━━ AVAILABLE DATA ━━

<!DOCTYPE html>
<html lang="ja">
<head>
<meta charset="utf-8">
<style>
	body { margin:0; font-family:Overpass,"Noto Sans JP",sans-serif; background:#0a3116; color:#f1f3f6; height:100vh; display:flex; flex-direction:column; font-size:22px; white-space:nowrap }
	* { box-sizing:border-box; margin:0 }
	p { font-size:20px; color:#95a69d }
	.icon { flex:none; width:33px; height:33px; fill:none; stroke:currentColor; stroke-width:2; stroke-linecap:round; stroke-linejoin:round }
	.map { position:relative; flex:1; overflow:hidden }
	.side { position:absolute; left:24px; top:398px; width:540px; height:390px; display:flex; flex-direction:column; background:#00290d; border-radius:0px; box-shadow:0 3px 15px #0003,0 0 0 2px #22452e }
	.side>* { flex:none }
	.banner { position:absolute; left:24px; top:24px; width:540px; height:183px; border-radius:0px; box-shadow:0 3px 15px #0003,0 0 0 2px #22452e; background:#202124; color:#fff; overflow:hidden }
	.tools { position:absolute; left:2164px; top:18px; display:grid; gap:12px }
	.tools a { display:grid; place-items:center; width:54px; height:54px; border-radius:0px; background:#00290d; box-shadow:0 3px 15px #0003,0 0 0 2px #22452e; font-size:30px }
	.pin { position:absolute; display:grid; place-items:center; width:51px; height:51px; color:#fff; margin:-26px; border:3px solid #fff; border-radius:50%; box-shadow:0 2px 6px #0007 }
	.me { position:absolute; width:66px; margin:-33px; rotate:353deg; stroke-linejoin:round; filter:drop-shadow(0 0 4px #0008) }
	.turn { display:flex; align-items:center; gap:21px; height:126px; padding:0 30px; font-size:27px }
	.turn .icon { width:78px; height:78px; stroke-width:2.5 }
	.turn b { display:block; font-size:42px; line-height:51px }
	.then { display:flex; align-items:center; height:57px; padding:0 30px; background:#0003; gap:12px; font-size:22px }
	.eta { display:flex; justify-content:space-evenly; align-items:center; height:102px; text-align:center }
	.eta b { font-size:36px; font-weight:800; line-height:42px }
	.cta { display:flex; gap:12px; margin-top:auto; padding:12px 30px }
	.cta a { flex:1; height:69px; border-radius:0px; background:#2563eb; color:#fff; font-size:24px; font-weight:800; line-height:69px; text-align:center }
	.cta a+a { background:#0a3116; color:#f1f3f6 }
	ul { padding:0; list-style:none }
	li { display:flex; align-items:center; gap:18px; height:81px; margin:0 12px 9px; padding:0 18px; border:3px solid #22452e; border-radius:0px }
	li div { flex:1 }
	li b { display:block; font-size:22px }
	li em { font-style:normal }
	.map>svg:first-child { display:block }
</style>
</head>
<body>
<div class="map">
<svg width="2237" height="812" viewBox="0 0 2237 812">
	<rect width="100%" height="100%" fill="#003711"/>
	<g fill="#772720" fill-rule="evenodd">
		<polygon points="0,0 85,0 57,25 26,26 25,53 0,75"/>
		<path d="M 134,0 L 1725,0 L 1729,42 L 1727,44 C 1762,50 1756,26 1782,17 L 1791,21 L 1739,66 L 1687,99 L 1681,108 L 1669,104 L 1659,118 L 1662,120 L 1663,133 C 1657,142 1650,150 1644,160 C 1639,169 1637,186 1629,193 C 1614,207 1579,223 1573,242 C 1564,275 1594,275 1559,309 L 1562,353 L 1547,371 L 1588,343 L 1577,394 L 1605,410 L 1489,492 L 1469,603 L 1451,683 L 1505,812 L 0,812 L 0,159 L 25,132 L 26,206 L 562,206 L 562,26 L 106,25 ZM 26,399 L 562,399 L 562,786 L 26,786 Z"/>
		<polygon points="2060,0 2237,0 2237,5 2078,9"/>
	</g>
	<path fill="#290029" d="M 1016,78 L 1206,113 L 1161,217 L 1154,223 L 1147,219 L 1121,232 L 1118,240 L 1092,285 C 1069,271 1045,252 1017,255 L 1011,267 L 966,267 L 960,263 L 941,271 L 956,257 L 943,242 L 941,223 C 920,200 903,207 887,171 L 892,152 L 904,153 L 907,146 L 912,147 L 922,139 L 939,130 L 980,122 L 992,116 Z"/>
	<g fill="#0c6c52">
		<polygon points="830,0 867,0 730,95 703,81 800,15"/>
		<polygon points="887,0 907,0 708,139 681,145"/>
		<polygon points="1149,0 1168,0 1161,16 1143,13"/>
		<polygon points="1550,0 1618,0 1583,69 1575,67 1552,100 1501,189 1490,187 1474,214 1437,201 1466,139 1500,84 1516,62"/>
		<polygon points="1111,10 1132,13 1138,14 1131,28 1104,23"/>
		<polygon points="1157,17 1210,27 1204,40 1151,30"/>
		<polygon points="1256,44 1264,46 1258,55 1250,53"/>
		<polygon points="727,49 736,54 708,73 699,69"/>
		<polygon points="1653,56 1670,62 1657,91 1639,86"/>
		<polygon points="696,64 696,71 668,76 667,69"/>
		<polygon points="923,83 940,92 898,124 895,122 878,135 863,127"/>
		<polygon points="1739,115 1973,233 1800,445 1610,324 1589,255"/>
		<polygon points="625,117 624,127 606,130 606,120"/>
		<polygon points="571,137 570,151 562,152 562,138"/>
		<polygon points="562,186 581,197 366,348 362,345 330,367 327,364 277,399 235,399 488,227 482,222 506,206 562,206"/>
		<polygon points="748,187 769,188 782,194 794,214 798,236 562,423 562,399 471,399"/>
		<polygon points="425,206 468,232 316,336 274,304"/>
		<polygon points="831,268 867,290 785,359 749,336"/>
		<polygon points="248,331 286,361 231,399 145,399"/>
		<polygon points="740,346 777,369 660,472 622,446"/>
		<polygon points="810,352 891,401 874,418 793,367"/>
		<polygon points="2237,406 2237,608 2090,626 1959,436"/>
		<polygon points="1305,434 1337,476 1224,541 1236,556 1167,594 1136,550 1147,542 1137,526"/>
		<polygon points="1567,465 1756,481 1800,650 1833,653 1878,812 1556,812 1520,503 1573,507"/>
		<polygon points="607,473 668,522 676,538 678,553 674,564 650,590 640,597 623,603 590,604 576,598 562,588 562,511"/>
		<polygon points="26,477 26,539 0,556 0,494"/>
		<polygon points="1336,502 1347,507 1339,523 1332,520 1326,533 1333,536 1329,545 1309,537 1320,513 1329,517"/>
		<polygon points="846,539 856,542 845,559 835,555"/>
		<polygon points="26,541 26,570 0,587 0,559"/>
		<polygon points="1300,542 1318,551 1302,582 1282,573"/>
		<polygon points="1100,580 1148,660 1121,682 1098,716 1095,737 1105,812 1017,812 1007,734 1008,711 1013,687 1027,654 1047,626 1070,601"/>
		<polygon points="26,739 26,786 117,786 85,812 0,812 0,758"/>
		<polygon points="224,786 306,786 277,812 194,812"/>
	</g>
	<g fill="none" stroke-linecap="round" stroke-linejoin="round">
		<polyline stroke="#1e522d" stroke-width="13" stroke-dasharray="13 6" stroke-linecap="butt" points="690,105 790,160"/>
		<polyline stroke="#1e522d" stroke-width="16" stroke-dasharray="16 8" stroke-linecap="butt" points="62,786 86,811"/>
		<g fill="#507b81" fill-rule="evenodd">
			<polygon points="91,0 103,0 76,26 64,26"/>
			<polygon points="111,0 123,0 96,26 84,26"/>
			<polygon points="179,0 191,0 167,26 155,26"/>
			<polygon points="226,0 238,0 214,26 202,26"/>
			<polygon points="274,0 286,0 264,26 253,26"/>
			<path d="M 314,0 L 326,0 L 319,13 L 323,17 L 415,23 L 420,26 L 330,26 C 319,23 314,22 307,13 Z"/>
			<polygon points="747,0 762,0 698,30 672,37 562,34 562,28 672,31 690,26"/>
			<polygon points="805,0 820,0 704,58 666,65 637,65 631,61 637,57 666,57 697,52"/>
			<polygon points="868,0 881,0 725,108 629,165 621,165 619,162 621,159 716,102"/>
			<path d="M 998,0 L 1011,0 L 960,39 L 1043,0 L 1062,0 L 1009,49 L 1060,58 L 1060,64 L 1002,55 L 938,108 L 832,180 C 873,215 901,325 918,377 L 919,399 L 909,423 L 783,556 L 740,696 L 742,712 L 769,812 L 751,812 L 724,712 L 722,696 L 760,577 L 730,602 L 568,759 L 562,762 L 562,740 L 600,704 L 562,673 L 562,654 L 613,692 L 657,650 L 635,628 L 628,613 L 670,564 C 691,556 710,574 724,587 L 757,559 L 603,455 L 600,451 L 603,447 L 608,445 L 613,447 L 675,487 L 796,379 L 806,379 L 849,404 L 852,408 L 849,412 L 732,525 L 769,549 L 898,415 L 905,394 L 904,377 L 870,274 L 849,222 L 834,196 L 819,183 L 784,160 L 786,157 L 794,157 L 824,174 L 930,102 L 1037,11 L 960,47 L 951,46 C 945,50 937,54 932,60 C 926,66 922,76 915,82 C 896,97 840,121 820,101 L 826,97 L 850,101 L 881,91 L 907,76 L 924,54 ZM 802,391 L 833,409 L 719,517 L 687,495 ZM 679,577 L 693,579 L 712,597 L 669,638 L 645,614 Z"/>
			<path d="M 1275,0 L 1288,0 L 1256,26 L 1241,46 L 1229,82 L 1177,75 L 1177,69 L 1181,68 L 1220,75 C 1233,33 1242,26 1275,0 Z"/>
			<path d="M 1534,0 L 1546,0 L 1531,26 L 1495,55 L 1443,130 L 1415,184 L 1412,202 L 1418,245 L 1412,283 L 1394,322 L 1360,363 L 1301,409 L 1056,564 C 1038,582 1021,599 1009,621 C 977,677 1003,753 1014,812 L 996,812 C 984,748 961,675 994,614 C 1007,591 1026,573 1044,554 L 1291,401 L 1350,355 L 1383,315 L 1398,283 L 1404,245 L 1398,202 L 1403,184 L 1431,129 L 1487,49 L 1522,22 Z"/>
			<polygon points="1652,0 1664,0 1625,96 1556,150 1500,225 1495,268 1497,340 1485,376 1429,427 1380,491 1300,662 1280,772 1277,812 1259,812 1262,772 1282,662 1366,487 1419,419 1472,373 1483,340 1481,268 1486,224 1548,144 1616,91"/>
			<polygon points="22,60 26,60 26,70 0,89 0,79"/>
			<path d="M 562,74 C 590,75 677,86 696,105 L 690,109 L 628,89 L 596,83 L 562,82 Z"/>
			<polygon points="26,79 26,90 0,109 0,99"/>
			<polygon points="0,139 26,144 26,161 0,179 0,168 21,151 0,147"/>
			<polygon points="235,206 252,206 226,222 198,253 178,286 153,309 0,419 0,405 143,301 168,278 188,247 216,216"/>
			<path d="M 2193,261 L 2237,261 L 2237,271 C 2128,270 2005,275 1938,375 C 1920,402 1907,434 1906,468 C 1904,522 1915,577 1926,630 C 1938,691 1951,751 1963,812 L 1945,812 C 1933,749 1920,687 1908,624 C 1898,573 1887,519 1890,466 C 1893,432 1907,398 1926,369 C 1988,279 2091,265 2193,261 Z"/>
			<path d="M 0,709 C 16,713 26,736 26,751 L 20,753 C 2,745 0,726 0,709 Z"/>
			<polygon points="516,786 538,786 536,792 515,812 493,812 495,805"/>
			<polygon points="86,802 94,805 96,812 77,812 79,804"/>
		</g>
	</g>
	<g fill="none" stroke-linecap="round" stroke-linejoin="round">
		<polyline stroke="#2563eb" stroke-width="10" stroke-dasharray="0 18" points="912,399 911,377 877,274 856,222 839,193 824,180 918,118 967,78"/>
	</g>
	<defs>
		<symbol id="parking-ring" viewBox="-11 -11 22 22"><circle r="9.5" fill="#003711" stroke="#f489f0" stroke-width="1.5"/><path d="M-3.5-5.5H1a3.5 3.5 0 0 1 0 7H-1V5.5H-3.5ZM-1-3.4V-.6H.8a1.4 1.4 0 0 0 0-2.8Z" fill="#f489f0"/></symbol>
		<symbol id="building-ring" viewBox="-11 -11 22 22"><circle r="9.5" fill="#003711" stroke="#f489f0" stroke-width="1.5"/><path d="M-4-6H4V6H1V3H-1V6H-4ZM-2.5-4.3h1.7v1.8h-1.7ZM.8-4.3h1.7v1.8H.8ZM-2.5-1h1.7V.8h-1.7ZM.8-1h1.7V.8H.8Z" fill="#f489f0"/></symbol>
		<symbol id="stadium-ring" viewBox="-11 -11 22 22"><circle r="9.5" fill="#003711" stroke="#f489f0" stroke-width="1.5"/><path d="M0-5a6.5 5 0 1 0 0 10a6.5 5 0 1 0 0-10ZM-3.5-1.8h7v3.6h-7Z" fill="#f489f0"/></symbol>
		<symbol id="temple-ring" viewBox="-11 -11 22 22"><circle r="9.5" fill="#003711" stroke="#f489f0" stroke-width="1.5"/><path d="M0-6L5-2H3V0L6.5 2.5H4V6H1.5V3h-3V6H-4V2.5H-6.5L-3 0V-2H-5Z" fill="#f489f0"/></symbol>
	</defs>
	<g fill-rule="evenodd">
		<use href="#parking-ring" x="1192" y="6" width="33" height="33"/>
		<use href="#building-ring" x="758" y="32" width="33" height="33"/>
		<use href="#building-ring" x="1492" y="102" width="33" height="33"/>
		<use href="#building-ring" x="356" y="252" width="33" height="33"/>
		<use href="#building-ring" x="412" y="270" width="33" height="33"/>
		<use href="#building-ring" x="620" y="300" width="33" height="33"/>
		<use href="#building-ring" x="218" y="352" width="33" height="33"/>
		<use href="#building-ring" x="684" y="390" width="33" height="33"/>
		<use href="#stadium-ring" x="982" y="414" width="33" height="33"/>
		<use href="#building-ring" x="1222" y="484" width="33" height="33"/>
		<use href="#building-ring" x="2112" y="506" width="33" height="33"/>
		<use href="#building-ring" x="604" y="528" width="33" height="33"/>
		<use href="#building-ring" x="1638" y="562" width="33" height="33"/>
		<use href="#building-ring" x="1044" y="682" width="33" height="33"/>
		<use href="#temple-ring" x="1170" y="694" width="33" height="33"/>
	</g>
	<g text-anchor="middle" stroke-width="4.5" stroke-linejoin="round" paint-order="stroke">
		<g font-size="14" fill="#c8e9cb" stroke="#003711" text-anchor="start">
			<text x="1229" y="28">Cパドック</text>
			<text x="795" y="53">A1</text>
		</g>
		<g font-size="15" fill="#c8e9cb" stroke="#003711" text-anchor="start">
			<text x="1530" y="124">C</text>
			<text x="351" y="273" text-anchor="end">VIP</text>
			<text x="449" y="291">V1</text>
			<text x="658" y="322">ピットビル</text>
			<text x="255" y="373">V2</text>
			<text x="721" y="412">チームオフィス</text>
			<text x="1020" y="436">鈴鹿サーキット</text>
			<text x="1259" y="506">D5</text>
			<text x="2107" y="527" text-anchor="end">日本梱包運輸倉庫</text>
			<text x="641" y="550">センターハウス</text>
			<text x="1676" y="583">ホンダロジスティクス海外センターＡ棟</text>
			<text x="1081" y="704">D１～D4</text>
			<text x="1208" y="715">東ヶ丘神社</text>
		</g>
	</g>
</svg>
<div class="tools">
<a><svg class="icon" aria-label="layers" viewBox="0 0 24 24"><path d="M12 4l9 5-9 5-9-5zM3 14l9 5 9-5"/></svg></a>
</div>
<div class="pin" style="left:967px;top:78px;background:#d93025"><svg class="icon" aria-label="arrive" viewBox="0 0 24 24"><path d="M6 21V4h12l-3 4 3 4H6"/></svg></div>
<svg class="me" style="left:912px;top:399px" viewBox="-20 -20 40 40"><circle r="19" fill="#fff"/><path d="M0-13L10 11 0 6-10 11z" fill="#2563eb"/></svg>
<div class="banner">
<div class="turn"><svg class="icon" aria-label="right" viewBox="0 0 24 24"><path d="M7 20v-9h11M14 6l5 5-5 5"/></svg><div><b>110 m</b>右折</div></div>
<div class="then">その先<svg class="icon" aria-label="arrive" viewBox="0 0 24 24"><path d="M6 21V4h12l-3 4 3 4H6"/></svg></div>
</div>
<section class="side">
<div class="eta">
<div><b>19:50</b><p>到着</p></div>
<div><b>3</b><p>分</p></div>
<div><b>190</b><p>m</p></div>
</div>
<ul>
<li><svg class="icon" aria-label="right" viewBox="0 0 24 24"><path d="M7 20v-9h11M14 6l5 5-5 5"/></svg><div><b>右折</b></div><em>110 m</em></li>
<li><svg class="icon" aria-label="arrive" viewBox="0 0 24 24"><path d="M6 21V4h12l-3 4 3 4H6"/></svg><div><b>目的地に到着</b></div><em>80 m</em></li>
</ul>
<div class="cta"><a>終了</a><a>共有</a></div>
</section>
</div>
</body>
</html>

━━━

*TASK OBJECTIVE*. Copy out the lines above word for word, stopping after the line containing "position:relative; flex:1; overflow:hidden".

*REPLY TO THE EXERCISE*.
<!DOCTYPE html>
<html lang="ja">
<head>
<meta charset="utf-8">
<style>
	body { margin:0; font-family:Overpass,"Noto Sans JP",sans-serif; background:#0a3116; color:#f1f3f6; height:100vh; display:flex; flex-direction:column; font-size:22px; white-space:nowrap }
	* { box-sizing:border-box; margin:0 }
	p { font-size:20px; color:#95a69d }
	.icon { flex:none; width:33px; height:33px; fill:none; stroke:currentColor; stroke-width:2; stroke-linecap:round; stroke-linejoin:round }
	.map { position:relative; flex:1; overflow:hidden }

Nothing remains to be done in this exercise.